The rising of light over the horizon has signaled the coming of a new day since time immemorial. But what if you’d been awake staring at a screen since the sun went down, driven not by any desire or need to do anything in particular, but by something between a fear of abandoning the comforting hum of the constant stimulus of an endless scroll and dread at the prospect of stepping away to reflect on the life you’d been neglecting. Your diurnal habit undermined like a tourist above the arctic circle during some crazed, endless hell-dream of a summer, with no one to blame but yourself. The longer you stay plugged in, the greater your shame on surfacing, and thus the greater the depth of your present denial, a circle of compounding incentives with no positive outcome. The catch-22 of any good addiction.
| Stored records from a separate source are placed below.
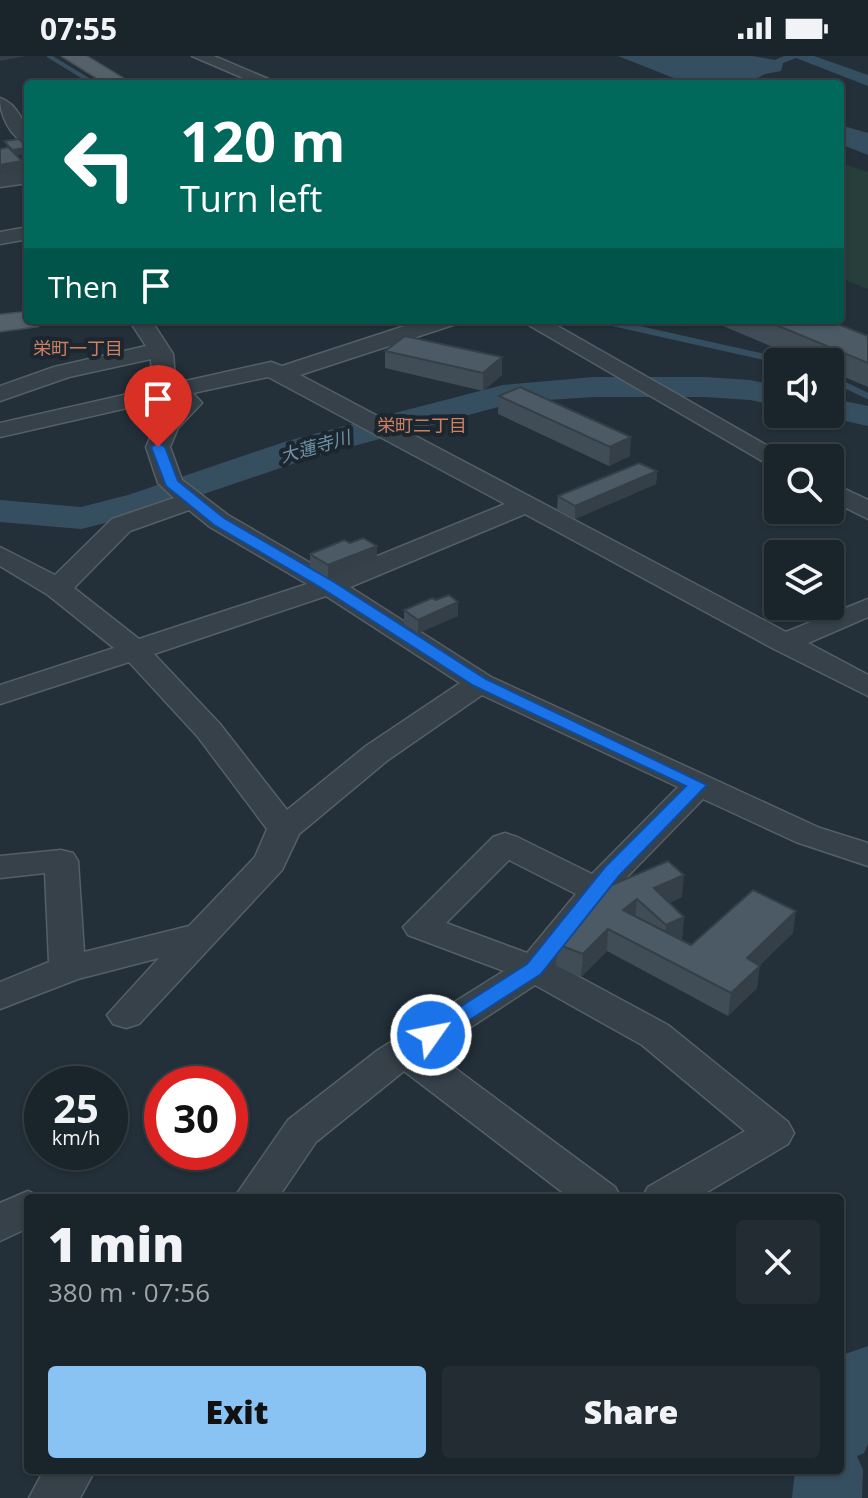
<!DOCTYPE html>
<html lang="en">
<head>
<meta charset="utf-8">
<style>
	:root { --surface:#1a242b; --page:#232c33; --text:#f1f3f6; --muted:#9fa4a9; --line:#384147; --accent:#88c3f4 }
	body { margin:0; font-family:"Open Sans","Noto Sans JP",sans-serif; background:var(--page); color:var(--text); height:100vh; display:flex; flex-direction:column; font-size:30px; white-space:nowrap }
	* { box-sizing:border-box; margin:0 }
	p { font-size:26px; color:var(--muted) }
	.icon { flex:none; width:44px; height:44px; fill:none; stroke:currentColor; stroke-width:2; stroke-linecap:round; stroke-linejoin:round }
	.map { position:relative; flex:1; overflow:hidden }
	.drawer { position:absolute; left:24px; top:1138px; width:820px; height:280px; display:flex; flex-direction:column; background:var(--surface); border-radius:8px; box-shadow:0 2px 6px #0004,0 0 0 2px var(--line) }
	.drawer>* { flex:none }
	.guide { position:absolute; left:24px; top:24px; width:820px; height:244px; border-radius:8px; box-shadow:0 2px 6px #0004,0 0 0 2px var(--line); background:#00695c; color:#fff; overflow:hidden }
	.buttons { position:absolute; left:764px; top:292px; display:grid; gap:16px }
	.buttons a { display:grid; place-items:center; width:80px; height:80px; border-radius:8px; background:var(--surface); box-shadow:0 2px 6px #0004,0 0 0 2px var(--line); font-size:40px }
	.speed { position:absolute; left:24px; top:1010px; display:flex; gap:16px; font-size:40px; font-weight:700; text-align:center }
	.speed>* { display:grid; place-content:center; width:104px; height:104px; border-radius:50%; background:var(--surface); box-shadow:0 2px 6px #0004,0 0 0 2px var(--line); line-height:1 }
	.speed small { font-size:20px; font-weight:400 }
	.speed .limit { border:12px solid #d22; background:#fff; color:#111 }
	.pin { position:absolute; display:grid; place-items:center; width:68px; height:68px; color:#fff; margin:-82px -34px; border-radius:50% 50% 50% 0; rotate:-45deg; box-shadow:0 0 8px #0007 }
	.pin .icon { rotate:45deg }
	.me { position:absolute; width:88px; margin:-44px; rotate:57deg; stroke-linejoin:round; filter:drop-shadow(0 0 6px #0008) }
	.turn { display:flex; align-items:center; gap:28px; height:168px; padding:0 24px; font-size:36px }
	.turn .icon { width:104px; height:104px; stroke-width:2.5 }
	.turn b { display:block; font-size:56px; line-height:68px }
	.then { display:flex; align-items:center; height:76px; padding:0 24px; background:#0003; gap:16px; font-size:30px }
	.round { display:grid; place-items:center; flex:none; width:84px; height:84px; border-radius:8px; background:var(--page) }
	.overview { display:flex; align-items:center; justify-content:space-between; height:136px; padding:0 24px }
	h1 { font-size:48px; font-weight:800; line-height:60px }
	.button { display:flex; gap:16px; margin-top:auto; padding:16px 24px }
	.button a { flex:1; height:92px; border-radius:8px; background:var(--accent); color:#111; font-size:32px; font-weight:800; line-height:92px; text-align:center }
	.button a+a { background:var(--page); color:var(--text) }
	.status { display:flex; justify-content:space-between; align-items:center; height:56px; padding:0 40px; background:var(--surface); direction:ltr }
	.status svg { height:22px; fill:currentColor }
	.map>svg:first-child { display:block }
	.green { fill:#273e3b }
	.water { fill:#364f60 }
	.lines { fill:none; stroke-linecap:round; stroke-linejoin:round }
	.stream-far1 { stroke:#364f60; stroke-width:4 }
	.stream { stroke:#364f60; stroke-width:6 }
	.river { fill:#364f60; fill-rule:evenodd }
	.minor-casing { stroke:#545f67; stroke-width:3 }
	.major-casing { stroke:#424d56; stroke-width:3 }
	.minor { fill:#36414a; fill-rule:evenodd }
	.major { fill:#54616a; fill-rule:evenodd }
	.wall { fill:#404d57 }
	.shaded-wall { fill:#343f47 }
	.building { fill:#4b5a65; stroke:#343f47; stroke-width:2 }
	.route { fill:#1a73e8; stroke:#114b97; stroke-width:2 }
	.labels { text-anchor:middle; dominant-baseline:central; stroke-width:8; stroke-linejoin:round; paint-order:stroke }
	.far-neighbourhood-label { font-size:18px; fill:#d08062; stroke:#1b262e }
	.far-water-label { font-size:18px; font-style:italic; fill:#7292a9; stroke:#1b262e }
</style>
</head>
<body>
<div class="status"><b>07:55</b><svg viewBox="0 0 49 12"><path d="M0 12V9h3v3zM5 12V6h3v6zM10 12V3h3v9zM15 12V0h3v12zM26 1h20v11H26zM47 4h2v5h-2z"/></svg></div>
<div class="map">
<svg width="868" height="1442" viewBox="0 0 868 1442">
	<rect width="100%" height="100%" fill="#233039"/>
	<!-- green -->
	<path class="green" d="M 840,107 L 868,116 L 868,233 L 840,222 Z"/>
	<!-- water -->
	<g class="water">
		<path d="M 618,0 L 752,0 L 775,4 L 784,0 L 814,0 L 868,19 L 868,30 L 796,2 L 783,7 L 781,15 L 765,18 L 752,25 L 753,28 L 689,28 Z"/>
		<path d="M 840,69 L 868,77 L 868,99 L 840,88 Z"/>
	</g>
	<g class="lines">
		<!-- stream-far1 -->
		<path class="stream-far1" d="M 49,0 L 95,28"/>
		<!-- stream -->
		<g class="stream">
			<path d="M 599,264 L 787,306"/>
			<path d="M 830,322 L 868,340"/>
		</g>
		<!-- river -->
		<g class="river">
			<path d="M 594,321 L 705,321 L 750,324 L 778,330 L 778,350 L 750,344 L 705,341 L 594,341 L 516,346 L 313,401 L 154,455 L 81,473 L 0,466 L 0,444 L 81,451 L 128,439 L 287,385 L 503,329 Z"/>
			<path d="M 830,342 L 868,350 L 868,370 L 818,359 L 830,358 Z"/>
			<path d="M 868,1290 L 868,1388 L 864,1397 L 857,1400 L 863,1414 L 862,1442 L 792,1442 L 795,1414 L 840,1414 L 840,1304 L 845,1298 Z"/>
		</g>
		<!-- minor casing -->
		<g class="minor-casing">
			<g id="minor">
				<path d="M 192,0 L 214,0 L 280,28 L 257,28 Z"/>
				<path d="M 0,42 C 18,48 28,71 28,88 C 10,82 0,59 0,42 Z"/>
				<path d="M 28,115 L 28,127 L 0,131 L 0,119 Z"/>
				<path d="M 28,171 L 28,183 L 0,188 L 0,176 Z"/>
				<path d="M 129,264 L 151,264 L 173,298 L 175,321 L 181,326 L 271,306 L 282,310 L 423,264 L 456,264 L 453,269 L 300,319 L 786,576 L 868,543 L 868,561 L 808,587 L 868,619 L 868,640 L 774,593 L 525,458 L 350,531 L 491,621 L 820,772 L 868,787 L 868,810 L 796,786 L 703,743 L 624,824 L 557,909 L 668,969 L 788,1066 L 794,1077 L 788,1088 L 697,1142 L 642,1142 L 648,1131 L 745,1075 L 642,989 L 535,929 L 433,996 L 615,1131 L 621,1142 L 570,1142 L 404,1015 L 316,1086 L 278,1142 L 234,1142 L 288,1064 L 378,994 L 504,915 L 408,879 L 403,871 L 493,781 L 505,777 L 517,781 L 592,818 L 678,731 L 482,639 L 388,704 L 299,778 L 282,814 L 139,968 L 126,972 L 113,968 L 107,959 L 159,902 L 78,923 L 0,953 L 0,926 L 49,906 L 45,817 L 0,822 L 0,800 L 61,794 L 73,797 L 78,805 L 84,896 L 189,870 L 255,801 L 267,773 L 198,681 L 129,606 L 0,648 L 0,629 L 114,592 L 48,539 L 0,510 L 0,491 L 55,519 L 112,463 L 174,442 L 158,427 L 146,391 L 158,364 L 176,347 L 171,342 L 0,381 L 0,367 L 159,331 L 152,323 L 151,303 L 69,321 L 0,345 L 0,330 L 54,311 L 146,290 ZM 268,321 L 272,323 L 505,448 L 331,519 L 228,459 L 182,424 L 170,391 L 178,372 L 202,347 L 193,337 ZM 189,454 L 210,471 L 307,528 L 139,583 L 74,532 L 130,475 ZM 326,540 L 460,627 L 366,690 L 287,754 L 220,668 L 154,598 ZM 509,804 L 576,838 L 527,897 L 446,867 Z"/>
				<path d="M 520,264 L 547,264 L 789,402 L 778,402 L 778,411 L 769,409 Z"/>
				<path d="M 830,426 L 868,444 L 868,463 L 830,444 Z"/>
				<path d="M 28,1135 L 44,1142 L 28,1142 L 28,1172 L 0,1185 L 0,1147 Z"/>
				<path d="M 44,1414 L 95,1414 L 80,1442 L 29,1442 Z"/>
			</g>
		</g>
		<!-- major casing -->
		<g class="major-casing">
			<g id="major">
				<path d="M 62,0 L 86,0 L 132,28 L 107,28 Z"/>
				<path d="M 28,256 L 28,264 L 42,264 L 38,270 L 0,275 L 0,259 Z"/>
			</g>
		</g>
		<!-- minor -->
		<use href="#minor" class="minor"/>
		<!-- major -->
		<use href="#major" class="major"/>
	</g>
	<!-- wall -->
	<g class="wall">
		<path d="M 724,264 L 828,264 L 868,280 L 868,331 L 830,315 L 830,306 L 808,306 L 723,270 Z"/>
		<path d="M 385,295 L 502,319 L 483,335 L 385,312 Z"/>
		<path d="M 499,340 L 630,400 L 609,410 L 498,358 Z"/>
		<path d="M 657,415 L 656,428 L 575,463 L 557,453 L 558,440 Z"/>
		<path d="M 350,487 L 377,503 L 328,523 L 310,511 L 310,498 Z"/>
		<path d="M 436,544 L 458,546 L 458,560 L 418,577 L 404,568 L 404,554 Z"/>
		<path d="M 609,830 L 682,841 L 669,847 L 684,861 L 682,883 L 680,884 L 691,889 L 793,877 L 759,909 L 757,932 L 728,960 L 607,895 L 581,921 L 556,910 L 557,888 Z"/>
	</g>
	<!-- shaded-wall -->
	<g class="shaded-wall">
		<path d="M 0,0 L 26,0 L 0,5 Z"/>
		<path d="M 28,92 L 28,98 L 13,100 L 12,94 Z"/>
		<path d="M 22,105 L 24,116 L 0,119 L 0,109 Z"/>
		<path d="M 502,301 L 502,319 L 483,335 L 483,317 Z"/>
		<path d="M 631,381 L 630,400 L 609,410 L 610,391 Z"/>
		<path d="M 657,415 L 656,428 L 575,463 L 575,450 Z"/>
		<path d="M 377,490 L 377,503 L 328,523 L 328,509 Z"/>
		<path d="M 458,546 L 458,560 L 418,577 L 418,564 Z"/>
		<path d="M 684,819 L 682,841 L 652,855 L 654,832 Z"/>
		<path d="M 637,843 L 635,865 L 623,854 Z"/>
		<path d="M 796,855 L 793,877 L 744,925 L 747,902 Z"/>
		<path d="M 684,861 L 682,883 L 664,892 L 666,869 Z"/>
		<path d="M 608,873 L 607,895 L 581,921 L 583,898 Z"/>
		<path d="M 760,910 L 757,932 L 728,960 L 731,937 Z"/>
	</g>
	<!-- building -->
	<g class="building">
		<path d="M 19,83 L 28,92 L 12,94 L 4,85 Z"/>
		<path d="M 8,91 L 22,105 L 0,109 L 0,93 Z"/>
		<path d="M 764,264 L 828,264 L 868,280 L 868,307 Z"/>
		<path d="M 405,280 L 502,301 L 483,317 L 385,295 Z"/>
		<path d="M 520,331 L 631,381 L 610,391 L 499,340 Z"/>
		<path d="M 639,407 L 657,415 L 575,450 L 558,440 Z"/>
		<path d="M 363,482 L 377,490 L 328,509 L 310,498 L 344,484 L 350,487 Z"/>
		<path d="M 449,539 L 458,546 L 418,564 L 404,554 L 432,542 L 436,544 Z"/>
		<path d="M 668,805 L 684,819 L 654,832 L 684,861 L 666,869 L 637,843 L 623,854 L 691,889 L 753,834 L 796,855 L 747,902 L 760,910 L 731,937 L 608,873 L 583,898 L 557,888 L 609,830 Z"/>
	</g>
	<!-- route -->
	<path class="route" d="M 158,387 L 165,391 L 178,425 L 224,462 L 334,526 L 486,623 L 707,729 L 619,820 L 541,918 L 439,984 L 424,984 L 420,979 L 424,974 L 527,908 L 605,811 L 686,730 L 474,630 L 323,533 L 214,469 L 166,430 L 151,391 Z"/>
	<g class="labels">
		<!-- far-neighbourhood labels -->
		<g class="far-neighbourhood-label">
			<text x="78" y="292">栄町一丁目</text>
			<text x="422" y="369">栄町二丁目</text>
		</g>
		<!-- far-water labels -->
		<g class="far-water-label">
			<text transform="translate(315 390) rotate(-16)">大蓮寺川</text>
		</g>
	</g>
</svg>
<div class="buttons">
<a><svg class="icon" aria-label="sound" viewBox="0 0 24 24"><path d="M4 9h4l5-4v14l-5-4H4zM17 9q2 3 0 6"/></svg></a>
<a><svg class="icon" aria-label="search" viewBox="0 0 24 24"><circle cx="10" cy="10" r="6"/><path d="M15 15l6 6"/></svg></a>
<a><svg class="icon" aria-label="layers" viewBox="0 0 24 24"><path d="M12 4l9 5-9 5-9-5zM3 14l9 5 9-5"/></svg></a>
</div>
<div class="speed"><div>25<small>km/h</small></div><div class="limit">30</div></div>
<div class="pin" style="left:158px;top:391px;background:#d93025"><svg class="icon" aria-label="arrive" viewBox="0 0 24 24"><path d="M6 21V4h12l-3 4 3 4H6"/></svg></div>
<svg class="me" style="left:431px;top:979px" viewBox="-20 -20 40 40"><circle r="17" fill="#1a73e8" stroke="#fff" stroke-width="3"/><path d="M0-11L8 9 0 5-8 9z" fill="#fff"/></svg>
<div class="guide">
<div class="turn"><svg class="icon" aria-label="left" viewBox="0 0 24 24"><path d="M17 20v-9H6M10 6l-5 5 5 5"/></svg><div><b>120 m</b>Turn left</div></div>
<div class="then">Then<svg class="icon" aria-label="arrive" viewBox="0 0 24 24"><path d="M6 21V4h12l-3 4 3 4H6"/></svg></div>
</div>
<section class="drawer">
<div class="overview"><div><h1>1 min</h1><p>380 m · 07:56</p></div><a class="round"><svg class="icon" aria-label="close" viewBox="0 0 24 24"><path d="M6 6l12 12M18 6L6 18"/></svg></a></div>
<div class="button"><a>Exit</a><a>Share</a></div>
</section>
</div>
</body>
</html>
Sunset-Sunrise aims to evoke that feeling of numbing repetition nursing a thin layer of calm that overlays anxiety. Removing the screen of an old CRT monitor and replacing its innards with an inward bowing glass slope surrounded by mirrors and illuminated from behind by a rotating stained glass drum yields a diorama of sorts. Bands of colored light are born at the base of the screen, where glass triangles and their reflected counterparts meet like the mouth of some digital monster vomiting forth its constant spew of content, welling out to swallow the viewer. The geometry of the screen creates an implied inertia which is counter to this play of light, causing an apparent acceleration towards the viewer. Meanwhile, mirrors bounding both sides create internal reflections which beckon the viewer closer to peer around the corner at an apparently infinite extension.